Today, November 23, marks the 9th anniversary of what is considered to be the worst case of election-related violence and journalist killings in the country. The Maguindanao massacre left 58 civilians dead -- 32 of them journalists, also making it the single deadliest attack against journalists. 21 victims were female, some found with traces of semen and positive for sexual abuse. Of the 58, 15 were motorists who were just driving by and were unfortunate enough to be in the wrong place at the wrong time. Three mass graves were dug for the intended cover-up. About 188 suspects were accused including the primary suspect, Andal Ampatuan Jr., who is said to have planned the attack. The Ampatuans were known allies of then President Gloria Macapagal-Arroyo. Many of the perpetrators were private armies of the Ampatuans working in cahoots with government security forces.

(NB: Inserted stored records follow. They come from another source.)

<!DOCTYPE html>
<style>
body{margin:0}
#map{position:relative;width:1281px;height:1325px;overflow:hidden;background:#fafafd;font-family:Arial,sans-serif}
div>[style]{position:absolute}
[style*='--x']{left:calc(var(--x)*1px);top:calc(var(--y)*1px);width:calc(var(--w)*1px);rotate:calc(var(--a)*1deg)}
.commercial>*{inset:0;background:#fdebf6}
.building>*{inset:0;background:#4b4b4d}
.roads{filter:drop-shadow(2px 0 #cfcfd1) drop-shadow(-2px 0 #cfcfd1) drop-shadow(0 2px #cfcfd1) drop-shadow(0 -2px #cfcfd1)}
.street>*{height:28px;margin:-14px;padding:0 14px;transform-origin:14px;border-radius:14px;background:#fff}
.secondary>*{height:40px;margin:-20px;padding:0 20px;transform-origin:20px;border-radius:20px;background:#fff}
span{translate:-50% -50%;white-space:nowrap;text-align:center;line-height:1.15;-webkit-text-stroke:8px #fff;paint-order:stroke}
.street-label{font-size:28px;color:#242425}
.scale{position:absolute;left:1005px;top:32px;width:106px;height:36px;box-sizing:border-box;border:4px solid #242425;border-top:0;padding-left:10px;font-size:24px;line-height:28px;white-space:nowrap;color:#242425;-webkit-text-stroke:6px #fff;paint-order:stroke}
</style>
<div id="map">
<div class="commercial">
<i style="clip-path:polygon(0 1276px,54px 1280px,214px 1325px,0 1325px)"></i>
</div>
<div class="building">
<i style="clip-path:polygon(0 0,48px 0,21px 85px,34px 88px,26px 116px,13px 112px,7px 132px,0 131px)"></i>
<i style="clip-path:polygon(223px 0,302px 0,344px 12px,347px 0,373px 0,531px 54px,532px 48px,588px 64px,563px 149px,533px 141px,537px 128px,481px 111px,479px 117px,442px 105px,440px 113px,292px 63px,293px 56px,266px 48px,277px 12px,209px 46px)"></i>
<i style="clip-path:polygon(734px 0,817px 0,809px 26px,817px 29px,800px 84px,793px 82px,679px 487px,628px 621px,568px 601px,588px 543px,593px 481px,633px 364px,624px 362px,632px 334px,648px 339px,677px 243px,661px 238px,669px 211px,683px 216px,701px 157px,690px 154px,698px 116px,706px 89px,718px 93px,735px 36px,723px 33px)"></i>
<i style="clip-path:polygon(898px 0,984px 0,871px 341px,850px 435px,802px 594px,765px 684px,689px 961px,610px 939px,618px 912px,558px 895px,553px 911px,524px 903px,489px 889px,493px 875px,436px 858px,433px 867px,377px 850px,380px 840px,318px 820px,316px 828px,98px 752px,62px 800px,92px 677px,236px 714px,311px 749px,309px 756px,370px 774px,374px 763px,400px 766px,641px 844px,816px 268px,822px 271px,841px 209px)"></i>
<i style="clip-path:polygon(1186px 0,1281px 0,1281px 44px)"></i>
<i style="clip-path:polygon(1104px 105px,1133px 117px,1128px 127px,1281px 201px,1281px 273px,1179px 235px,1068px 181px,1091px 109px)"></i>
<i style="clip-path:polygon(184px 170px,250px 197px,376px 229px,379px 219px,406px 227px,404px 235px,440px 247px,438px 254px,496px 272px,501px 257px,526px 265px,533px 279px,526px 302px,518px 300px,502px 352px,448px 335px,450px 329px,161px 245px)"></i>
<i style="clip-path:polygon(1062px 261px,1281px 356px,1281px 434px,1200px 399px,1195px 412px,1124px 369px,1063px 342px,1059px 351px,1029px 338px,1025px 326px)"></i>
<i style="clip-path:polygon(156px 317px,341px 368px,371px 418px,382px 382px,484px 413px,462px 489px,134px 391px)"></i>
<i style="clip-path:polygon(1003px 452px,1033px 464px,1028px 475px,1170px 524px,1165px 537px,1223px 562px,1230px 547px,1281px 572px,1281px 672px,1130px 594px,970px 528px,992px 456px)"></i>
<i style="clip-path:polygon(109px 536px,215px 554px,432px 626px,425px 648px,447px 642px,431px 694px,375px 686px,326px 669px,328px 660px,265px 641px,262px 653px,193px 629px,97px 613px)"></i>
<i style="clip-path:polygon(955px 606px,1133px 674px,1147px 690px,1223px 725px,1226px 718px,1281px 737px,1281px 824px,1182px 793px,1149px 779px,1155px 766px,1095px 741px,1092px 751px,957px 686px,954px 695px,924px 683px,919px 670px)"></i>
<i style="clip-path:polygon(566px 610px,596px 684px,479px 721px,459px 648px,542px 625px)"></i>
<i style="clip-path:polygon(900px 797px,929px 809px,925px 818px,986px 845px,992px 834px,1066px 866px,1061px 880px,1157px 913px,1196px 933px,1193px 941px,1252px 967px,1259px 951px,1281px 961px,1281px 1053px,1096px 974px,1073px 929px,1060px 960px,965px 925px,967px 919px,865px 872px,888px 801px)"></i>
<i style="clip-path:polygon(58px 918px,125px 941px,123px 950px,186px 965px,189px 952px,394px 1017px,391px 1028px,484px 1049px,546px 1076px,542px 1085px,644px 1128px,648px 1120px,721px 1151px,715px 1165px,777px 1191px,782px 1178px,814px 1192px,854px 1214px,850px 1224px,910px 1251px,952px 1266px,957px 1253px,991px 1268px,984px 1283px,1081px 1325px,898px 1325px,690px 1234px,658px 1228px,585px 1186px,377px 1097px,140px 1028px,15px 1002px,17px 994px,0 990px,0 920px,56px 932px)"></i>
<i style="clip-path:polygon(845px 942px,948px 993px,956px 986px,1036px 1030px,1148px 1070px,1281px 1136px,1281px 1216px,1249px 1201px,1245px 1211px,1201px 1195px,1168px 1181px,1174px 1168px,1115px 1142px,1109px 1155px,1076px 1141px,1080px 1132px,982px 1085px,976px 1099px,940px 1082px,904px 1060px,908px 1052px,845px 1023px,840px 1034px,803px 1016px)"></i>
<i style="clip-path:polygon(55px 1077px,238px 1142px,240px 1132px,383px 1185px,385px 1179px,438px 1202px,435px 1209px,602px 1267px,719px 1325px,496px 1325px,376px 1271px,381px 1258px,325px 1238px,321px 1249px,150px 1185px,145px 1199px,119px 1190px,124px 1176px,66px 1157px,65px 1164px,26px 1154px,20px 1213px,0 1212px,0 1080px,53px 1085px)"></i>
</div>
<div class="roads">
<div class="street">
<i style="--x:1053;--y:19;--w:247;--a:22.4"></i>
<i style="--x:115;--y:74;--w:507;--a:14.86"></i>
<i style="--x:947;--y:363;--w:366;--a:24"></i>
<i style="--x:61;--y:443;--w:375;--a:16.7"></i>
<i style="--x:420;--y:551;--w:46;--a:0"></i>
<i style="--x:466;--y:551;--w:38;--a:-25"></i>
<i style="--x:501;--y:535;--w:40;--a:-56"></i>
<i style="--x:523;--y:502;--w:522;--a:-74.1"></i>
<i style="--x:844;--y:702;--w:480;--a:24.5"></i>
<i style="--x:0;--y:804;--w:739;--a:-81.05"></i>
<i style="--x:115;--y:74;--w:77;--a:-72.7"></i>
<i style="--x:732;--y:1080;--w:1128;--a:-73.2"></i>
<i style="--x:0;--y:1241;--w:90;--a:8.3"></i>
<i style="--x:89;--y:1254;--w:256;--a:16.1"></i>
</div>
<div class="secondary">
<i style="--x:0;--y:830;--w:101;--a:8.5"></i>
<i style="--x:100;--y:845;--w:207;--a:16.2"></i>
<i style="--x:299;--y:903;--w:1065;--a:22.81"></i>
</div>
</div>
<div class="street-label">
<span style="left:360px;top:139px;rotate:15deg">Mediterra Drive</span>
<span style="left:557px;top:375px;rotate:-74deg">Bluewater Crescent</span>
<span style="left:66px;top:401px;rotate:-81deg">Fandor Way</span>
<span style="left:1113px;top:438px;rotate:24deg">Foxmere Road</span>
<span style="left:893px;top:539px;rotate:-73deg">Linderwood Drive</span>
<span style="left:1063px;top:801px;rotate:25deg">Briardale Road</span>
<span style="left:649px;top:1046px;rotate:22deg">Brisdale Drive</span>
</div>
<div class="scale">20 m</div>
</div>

The creation and utilization of private armies as force multipliers in the government's anti-people campaigns was inked by Gloria Arroyo in 2006 through Executive Order 546.
 
 
“From Arroyo to Aquino, and from Aquino to Duterte, the political and economic system that breeds the climate of impunity and aggravates human rights violations continue. Aquino promised to bring justice to the families of the victims but until his term ended, none came to fruition. The Duterte regime, on the other hand, only sought to reward the enablers of these perpetrators, with Arroyo being the current Speaker of the house and even Salvador Panelo, who was then the legal team adviser of the Ampatuans, appointed as the current Presidential Spokesperson. Murderers and experts at evading the law operate Duterte’s government,” said Karapatan secretary general Cristina Palabay.

“The brutality and brazenness of the Maguindanao massacre remains a vivid reminder of injustice and impunity in the country. It is a glaring indication that no matter how grave the crime, perpetrators can still escape accountability so long as they are rich and powerful. The Ampatuans, as well as Gloria Arroyo, remain in influential government positions, while the victims and their relatives have continuously clamoured for justice for 9 years. Just as retired general Jovito Palparan Jr. is now rotting in the New Bilibid Prison where he belongs, we remind these criminals that impunity is not forever,” Palabay added.

In the course of bringing justice to the victims of the Maguindanao massacre, three State witnesses have been shot dead while four of the accused, including Andal Ampatuan Sr., already died. 20 government security forces were expelled for conspiring with the Ampatuans and 11 were suspended for neglecting their duties to act on the incident. 188 individuals have been identified as perpetrators. Of this number, 82 suspects remain at large.  “The architects of this massacre, however, sit comfortably in government positions or are granted political favors while in air-conditioned cells,” Palabay reiterated, citing the recent decision to allow Zaldy Ampatuan out of jail to attend a wedding.

“It is a trademark of the country’s justice system to create a spectre of accountability, only for it to die down after public attention wanes. Justice in this country can never be achieved without the consistent hounding of the victims and their families. Impunity is the default,” stated Palabay, citing that a Quezon City court is reportedly set to rule on the case after nine long years of continuous delays.

“On the 9th year of the Maguindanao massacre, we continue to demand for justice for the victims and their families. As massacres and other forms of gross rights violations continue under the current regime, we strengthen our demand for accountability. We will not be muted nor cowed, but further propelled by the prevailing injustices in the country to finally change this repressive and fascist system,” Palabay concluded.